Uncharacteristically, I got waylaid by a silly little side issue. I wanted the cart to roll my computer over, and didn't know the British word for ``cart''. I had to show off my weak pantomime skills (you convey ``holding a metal handle and pushing something wheeled'' without just looking odd) and explain I wanted to push the heavier stuff on a platform with wheels, and eventually we hit it. The word they were looking for was ``trolley''. As I was moving in with boxes there was a kid with a cable reaching across a stretch of outdoor hallway from a public Ethernet port to his laptop, though by the time I had the cart he'd left, and I didn't have to negotiate around his cable.
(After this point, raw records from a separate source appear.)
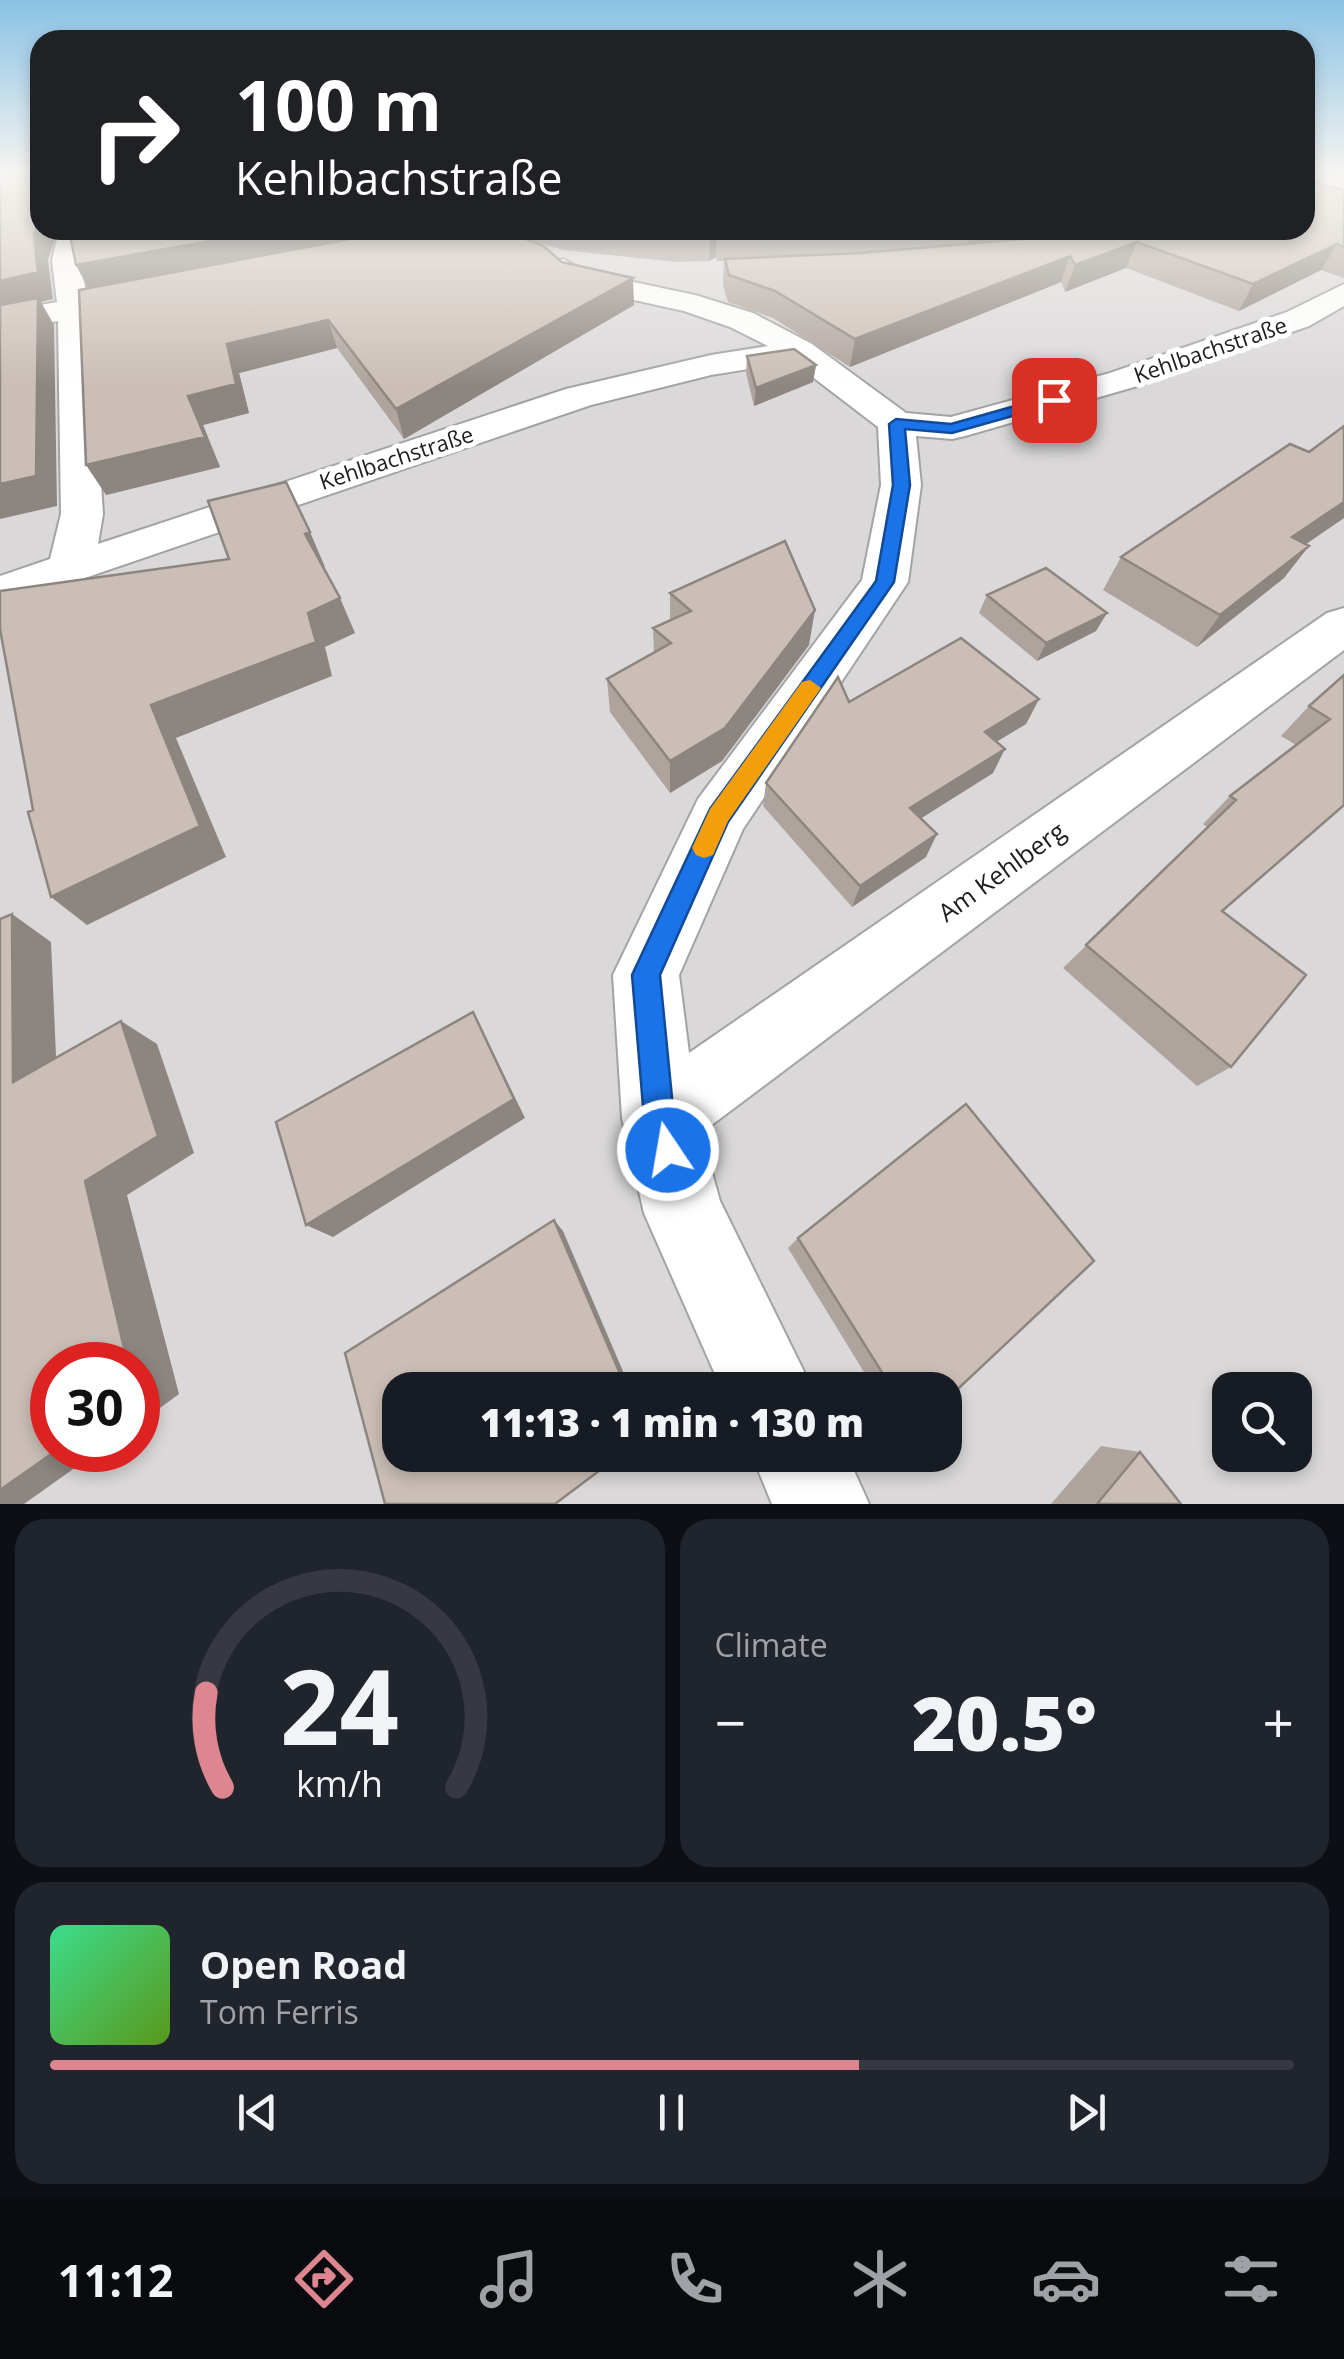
<!DOCTYPE html>
<html lang="en">
<head>
<meta charset="utf-8">
<style>
	body { margin:0; font-family:"Open Sans",sans-serif; background:#20242c; color:#f1f3f6; height:100vh; display:flex; flex-direction:column; font-size:38px; white-space:nowrap }
	* { box-sizing:border-box; margin:0 }
	p { font-size:32px; color:#9ea1a6 }
	.icon { flex:none; width:55px; height:55px; fill:none; stroke:currentColor; stroke-width:2; stroke-linecap:round; stroke-linejoin:round }
	.map { position:relative; height:1504px; overflow:hidden }
	.details { display:flex; flex-direction:column; gap:15px; padding:15px; background:#0d0f14; flex:1 }
	.details>* { flex:none }
	.hud { position:absolute; left:30px; top:30px; width:1285px; height:210px; border-radius:30px; box-shadow:0 5px 15px #0003; background:#202124; color:#fff; overflow:hidden }
	.fabs { position:absolute; left:1212px; top:1372px; display:grid; gap:20px }
	.fabs a { display:grid; place-items:center; width:100px; height:100px; border-radius:20px; background:#171b24; box-shadow:0 5px 15px #0003; font-size:50px }
	.speed { position:absolute; left:30px; top:1342px; display:flex; gap:20px; font-size:50px; font-weight:700; text-align:center }
	.speed>* { display:grid; place-content:center; width:130px; height:130px; border-radius:50%; background:#171b24; box-shadow:0 5px 15px #0003; line-height:1 }
	.speed .limit { border:15px solid #d22; background:#fff; color:#111 }
	.pin { position:absolute; display:grid; place-items:center; width:85px; height:85px; color:#fff; margin:-42px; border-radius:20px; box-shadow:0 5px 15px #0006 }
	.me { position:absolute; width:110px; margin:-55px; rotate:348deg; stroke-linejoin:round; filter:drop-shadow(0 0 8px #0008) }
	.turn { display:flex; align-items:center; gap:35px; height:210px; padding:0 40px; font-size:45px }
	.turn .icon { width:130px; height:130px; stroke-width:2.5 }
	.turn b { display:block; font-size:70px; line-height:85px }
	.big { font-size:75px; font-weight:800; line-height:1.1 }
	.details .card { flex:1; display:flex; flex-direction:column; justify-content:center; gap:15px; min-width:0; padding:0 35px; border-radius:30px; background:#20242c }
	.details .dial { align-items:center; gap:0 }
	.dial svg { height:260px; overflow:visible; fill:none; stroke:#363941; stroke-width:7; stroke-linecap:round; text-anchor:middle }
	.dial text { fill:#f1f3f6; stroke:none }
	.song { display:flex; align-items:center; gap:30px }
	.cover { width:120px; height:120px; border-radius:15px; background:linear-gradient(135deg,hsl(150 70% 55%),hsl(90 70% 35%)) }
	.played { height:10px; border-radius:5px; background:linear-gradient(90deg,#de868f 65%,#363941 65%) }
	.keys { display:flex; justify-content:space-around; direction:ltr }
	.heat { display:flex; justify-content:space-between; align-items:center; font-size:55px; direction:ltr }
	.details .tiles { flex:1; display:grid; gap:15px; grid-template-columns:1fr 1fr }
	.card:last-child { grid-column:span 2 }
	.trip { position:absolute; left:382px; top:1372px; width:580px; height:100px; border-radius:30px; background:#171b24; box-shadow:0 5px 15px #0003; font-weight:800; line-height:100px; text-align:center }
	.tabs { display:flex; height:160px; justify-content:space-around; align-items:center; background:#090b0e; color:#9ea1a6 }
	.tabs .icon { width:70px; height:70px }
	.tabs .active { color:#de868f }
	.tabs b { font-size:45px; color:#f1f3f6 }
	.map>svg:first-child { display:block }
</style>
</head>
<body>
<div class="map">
<svg width="1344" height="1504" viewBox="0 0 1344 1504">
	<rect width="100%" height="100%" fill="#eee8e0"/>
	<path fill="#dad8d9" fill-rule="evenodd" d="M 0,176 L 40,176 L 40,230 L 1305,230 L 1305,176 L 1344,176 L 1344,1504 L 0,1504 ZM 52,1365 L 138,1365 L 138,1450 L 52,1450 ZM 400,1390 L 945,1390 L 945,1455 L 400,1455 ZM 1230,1390 L 1295,1390 L 1295,1455 L 1230,1455 Z"/>
	<g fill="none" stroke-linecap="round" stroke-linejoin="round">
		<defs>
			<path id="minor" d="M 1335,176 L 1344,176 L 1344,189 L 1305,200 L 1305,184 Z
				M 59,230 L 87,230 L 80,261 L 87,297 L 154,285 L 165,288 L 169,294 L 165,300 L 90,315 L 103,514 L 98,544 L 566,389 L 711,355 L 768,346 L 730,327 L 684,311 L 566,285 L 548,268 L 553,262 L 563,259 L 586,272 L 695,295 L 753,313 L 812,344 L 906,413 L 951,417 L 1110,373 L 1287,312 L 1344,284 L 1344,306 L 1309,326 L 1134,387 L 965,436 L 952,439 L 916,436 L 921,485 L 908,582 L 743,829 L 679,975 L 689,1053 L 1327,613 L 1344,608 L 1344,650 L 701,1133 L 720,1201 L 813,1390 L 722,1390 L 644,1213 L 622,1118 L 613,975 L 698,799 L 862,580 L 881,485 L 878,427 L 793,362 L 711,375 L 591,405 L 0,607 L 0,576 L 50,559 L 61,514 L 58,321 L 0,332 L 0,312 L 57,302 L 52,261 Z
				M 752,1455 L 847,1455 L 869,1504 L 772,1504 Z"/>
		</defs>
		<use href="#minor" stroke="#a3a3a3" stroke-width="4"/>
		<use href="#minor" fill="#fff" fill-rule="evenodd"/>
	</g>
	<path fill="#aea39d" d="M 1344,190 L 1344,278 L 1321,270 L 1239,311 L 1126,268 L 1065,292 L 1061,282 L 850,367 L 773,318 L 728,302 L 723,285 L 724,261 L 717,261 L 716,257 L 709,261 L 676,262 L 563,250 L 521,237 L 634,305 L 404,439 L 337,348 L 239,373 L 249,413 L 203,425 L 220,467 L 106,495 L 88,288 L 72,230 L 1305,230 Z
		M 747,356 L 816,365 L 813,382 L 754,406 L 746,373 Z
		M 1309,452 L 1344,518 L 1305,544 L 1284,578 L 1197,647 L 1103,590 L 1121,557 Z
		M 670,593 L 809,645 L 722,761 L 670,793 L 610,712 L 607,679 L 654,652 L 653,628 L 670,621 Z
		M 987,595 L 1096,631 L 1037,661 L 979,613 Z
		M 1344,675 L 1344,805 L 1222,911 L 1231,1067 L 1197,1086 L 1063,968 L 1208,828 L 1203,824 L 1230,796 L 1296,745 L 1281,736 L 1309,706 Z
		M 1039,699 L 1026,724 L 996,742 L 993,773 L 921,818 L 926,857 L 852,907 L 763,806 L 766,783 L 849,702 Z
		M 798,1238 L 945,1390 L 875,1390 L 788,1248 Z
		M 1101,1446 L 1140,1452 L 1181,1504 L 1051,1504 Z"/>
	<path fill="#8d857f" d="M 40,218 L 40,230 L 58,230 L 48,260 L 53,299 L 41,302 L 54,325 L 57,506 L 0,519 L 0,281 Z
		M 271,230 L 414,230 L 90,292 L 76,265 Z
		M 971,230 L 1084,230 L 967,246 Z
		M 717,232 L 716,257 L 709,261 L 710,236 Z
		M 1137,242 L 1126,268 L 1065,292 L 1075,265 Z
		M 1337,244 L 1321,270 L 1239,311 L 1253,284 Z
		M 1070,256 L 1061,282 L 850,367 L 855,339 Z
		M 633,278 L 634,305 L 404,439 L 396,409 Z
		M 328,320 L 337,348 L 239,373 L 249,413 L 203,425 L 220,467 L 106,495 L 86,465 L 188,396 L 227,344 Z
		M 816,365 L 813,382 L 754,406 L 756,388 Z
		M 1344,502 L 1344,518 L 1268,570 L 1292,537 Z
		M 310,532 L 325,567 L 320,568 L 305,534 Z
		M 1309,546 L 1284,578 L 1197,647 L 1220,615 Z
		M 340,598 L 355,633 L 325,647 L 332,676 L 176,738 L 226,857 L 87,925 L 51,897 L 151,705 L 308,613 Z
		M 815,610 L 809,645 L 722,761 L 670,793 L 670,761 Z
		M 1107,613 L 1096,631 L 1037,661 L 1046,643 Z
		M 1039,699 L 1026,724 L 973,756 L 985,732 Z
		M 1005,749 L 993,773 L 901,831 L 910,808 Z
		M 937,834 L 926,857 L 852,907 L 860,886 Z
		M 12,914 L 51,942 L 58,1102 L 13,1082 Z
		M 473,1012 L 525,1118 L 333,1237 L 306,1225 Z
		M 121,1021 L 157,1044 L 194,1153 L 127,1195 L 179,1394 L 138,1424 L 138,1365 L 128,1365 L 85,1181 Z
		M 554,1220 L 563,1231 L 631,1390 L 627,1390 Z
		M 57,1450 L 100,1450 L 24,1504 L 0,1504 L 0,1490 Z"/>
	<path fill="#cabeb6" stroke="#8d857f" stroke-width="2.5" d="M 0,176 L 16,176 L 26,180 L 31,176 L 40,176 L 40,218 L 34,235 L 38,272 L 0,281 Z
		M 1305,180 L 1344,190 L 1344,247 L 1337,244 L 1253,284 L 1137,242 L 1075,265 L 1070,256 L 855,339 L 775,291 L 729,275 L 725,259 L 861,253 L 1035,238 L 1080,230 L 1305,230 Z
		M 72,230 L 271,230 L 76,265 L 70,235 Z
		M 398,230 L 502,230 L 542,245 L 562,262 L 633,278 L 396,409 L 328,320 L 227,344 L 236,384 L 188,396 L 205,437 L 86,465 L 79,290 Z
		M 611,230 L 855,230 L 806,234 L 718,236 L 717,232 L 710,236 L 676,237 Z
		M 38,298 L 36,476 L 0,484 L 0,305 Z
		M 794,349 L 816,365 L 756,388 L 747,356 Z
		M 1344,426 L 1344,502 L 1292,537 L 1309,546 L 1220,615 L 1121,557 L 1290,444 L 1309,452 Z
		M 286,482 L 310,532 L 305,534 L 340,598 L 308,613 L 316,642 L 151,705 L 200,826 L 51,897 L 28,812 L 33,810 L 0,629 L 0,591 L 229,559 L 208,501 Z
		M 785,541 L 815,610 L 725,728 L 670,761 L 607,679 L 671,643 L 653,628 L 691,611 L 670,593 Z
		M 1046,568 L 1107,613 L 1046,643 L 987,595 Z
		M 961,638 L 1039,699 L 985,732 L 1005,749 L 910,808 L 937,834 L 860,886 L 766,783 L 838,677 L 849,702 Z
		M 1344,675 L 1344,805 L 1222,911 L 1306,975 L 1231,1067 L 1086,945 L 1236,800 L 1230,796 L 1330,719 L 1309,706 Z
		M 12,914 L 13,1082 L 121,1021 L 158,1136 L 85,1181 L 128,1365 L 52,1365 L 52,1450 L 57,1450 L 0,1490 L 0,919 Z
		M 473,1012 L 514,1099 L 306,1225 L 276,1122 Z
		M 966,1104 L 1094,1261 L 945,1401 L 945,1390 L 893,1390 L 798,1238 Z
		M 554,1220 L 627,1390 L 400,1390 L 400,1455 L 620,1455 L 555,1504 L 385,1504 L 345,1353 Z
		M 1140,1452 L 1181,1504 L 1097,1504 Z"/>
	<linearGradient id="sky" x2="0" y2="1"><stop stop-color="#89c2e5"/><stop offset="0.45" stop-color="#f7f5f1"/><stop offset="1" stop-color="#f7f5f1" stop-opacity="0"/></linearGradient>
	<rect width="1344" height="387" fill="url(#sky)"/>
	<path fill="#1a73e8" stroke="#114b97" stroke-width="2.5" d="M 1054,395 L 1061,400 L 1059,403 L 952,433 L 905,429 L 910,485 L 894,582 L 728,822 L 660,975 L 674,1118 L 683,1150 L 679,1161 L 668,1166 L 656,1161 L 644,1118 L 632,975 L 710,809 L 876,581 L 893,485 L 889,424 L 896,419 L 951,424 Z"/>
	<path fill="#f59e0b" d="M 810,680 L 821,688 L 728,821 L 713,855 L 704,858 L 696,855 L 692,848 L 710,809 L 802,682 Z"/>
	<g text-anchor="middle" dominant-baseline="central" stroke-width="10" stroke-linejoin="round" paint-order="stroke">
		<g font-size="22" fill="#1c1c1c" stroke="#fff">
			<text transform="translate(1210 349) rotate(-19)">Kehlbachstraße</text>
			<text transform="translate(396 457) rotate(-18)">Kehlbachstraße</text>
		</g>
		<g font-size="25" fill="#1c1c1c" stroke="#fff">
			<text transform="translate(1001 871) rotate(-36)">Am Kehlberg</text>
		</g>
	</g>
</svg>
<div class="fabs">
<a><svg class="icon" aria-label="search" viewBox="0 0 24 24"><circle cx="10" cy="10" r="6"/><path d="M15 15l6 6"/></svg></a>
</div>
<div class="speed"><div class="limit">30</div></div>
<div class="pin" style="left:1054px;top:400px;background:#d93025"><svg class="icon" aria-label="arrive" viewBox="0 0 24 24"><path d="M6 21V4h12l-3 4 3 4H6"/></svg></div>
<svg class="me" style="left:668px;top:1150px" viewBox="-20 -20 40 40"><circle r="17" fill="#1a73e8" stroke="#fff" stroke-width="3"/><path d="M0-11L8 9 0 5-8 9z" fill="#fff"/></svg>
<div class="trip">11:13 · 1 min · 130 m</div>
<div class="hud">
<div class="turn"><svg class="icon" aria-label="right" viewBox="0 0 24 24"><path d="M7 20v-9h11M14 6l5 5-5 5"/></svg><div><b>100 m</b>Kehlbachstraße</div></div>
</div>
</div>
<section class="details">
<div class="tiles">
<div class="card dial"><svg viewBox="0 0 100 80">
<path d="M14 69A42 42 0 1 1 86 69"/>
<path d="M14 69A42 42 0 0 1 9 40" stroke="#de868f"/>
<text x="50" y="56" font-size="32" font-weight="700">24</text>
<text x="50" y="72" font-size="11">km/h</text>
</svg></div>
<div class="card"><p>Climate</p>
<div class="heat"><a>−</a><b class="big">20.5°</b><a>+</a></div>
</div>
<div class="card">
<div class="song"><i class="cover"></i><div><b>Open Road</b><p>Tom Ferris</p></div></div>
<div class="played"></div>
<div class="keys"><svg class="icon" aria-label="previous" viewBox="0 0 24 24"><path d="M18 5L8 12l10 7zM5 5v14"/></svg><svg class="icon" aria-label="pause" viewBox="0 0 24 24"><path d="M8 5v14M16 5v14"/></svg><svg class="icon" aria-label="next" viewBox="0 0 24 24"><path d="M6 5l10 7-10 7zM19 5v14"/></svg></div>
</div>
</div>
</section>
<nav class="tabs">
<b>11:12</b>
<svg class="icon active" aria-label="directions" viewBox="0 0 24 24"><path d="M12 3l9 9-9 9-9-9zM9 14v-3h6M13 9l2 2-2 2"/></svg>
<svg class="icon" aria-label="music" viewBox="0 0 24 24"><path d="M9 18V5l10-2v13"/><circle cx="6" cy="18" r="3"/><circle cx="16" cy="16" r="3"/></svg>
<svg class="icon" aria-label="phone" viewBox="0 0 24 24"><path d="M5 4h4l2 5-3 2q2 4 5 5l2-3 5 2v4C11 20 4 13 5 4z"/></svg>
<svg class="icon" aria-label="climate" viewBox="0 0 24 24"><path d="M12 3v18M4 7l16 10M4 17L20 7"/></svg>
<svg class="icon" aria-label="car" viewBox="0 0 24 24"><path d="M5 17H2v-5l4-1 3-4h7l3 4 3 1v5h-3M9 17h6M6 11h13"/><circle cx="7" cy="17" r="2"/><circle cx="17" cy="17" r="2"/></svg>
<svg class="icon" aria-label="filters" viewBox="0 0 24 24"><path d="M4 7h16M4 17h16"/><circle cx="9" cy="7" r="2"/><circle cx="15" cy="17" r="2"/></svg>
</nav>
</body>
</html>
Trivia: To explore the effects of electricity Stephen Gray, 1666-1736, connected Hauksbee-style glass tubes and spheres to soap bubbles, beef, a red-hot poker, a map, an umbrella, and a small boy. Source: Entertainment for Angels, Patricia Fara.
Currently Reading: Gotham: A History of New York City to 1898, by Edwin G Burrows, Mike Wallace. The book is 1,236 pages, and maybe a hundred more pages of indices, which is why it's taking so long. I got distracted by a bit about Lincoln's 1861 visit to the city: Someone remarked to Lincoln on the number of assembled millionaires, pointedly underscoring the city's financial clout. ``Oh, indeed, is that so?'' countered Lincoln deftly, underscoring his political muscle. ``Well, that's quite right. I'm a millionaire myself. I got a minority of a million in the votes last November.''
All right, all his quotes can't be as pithy as the ``fool all of the people all of the time'' one or his great squelch on Grant's drinking, and the 19th century was an era for telling jokes so the guy mocked had no idea you were doing it, and words and context evolve in time, and this was a time when you could have college student slang that was riffs on Aramaic words but ... even so, it's not just me, right? That is an odd thing to say, isn't it? Maybe they wrote it down wrong.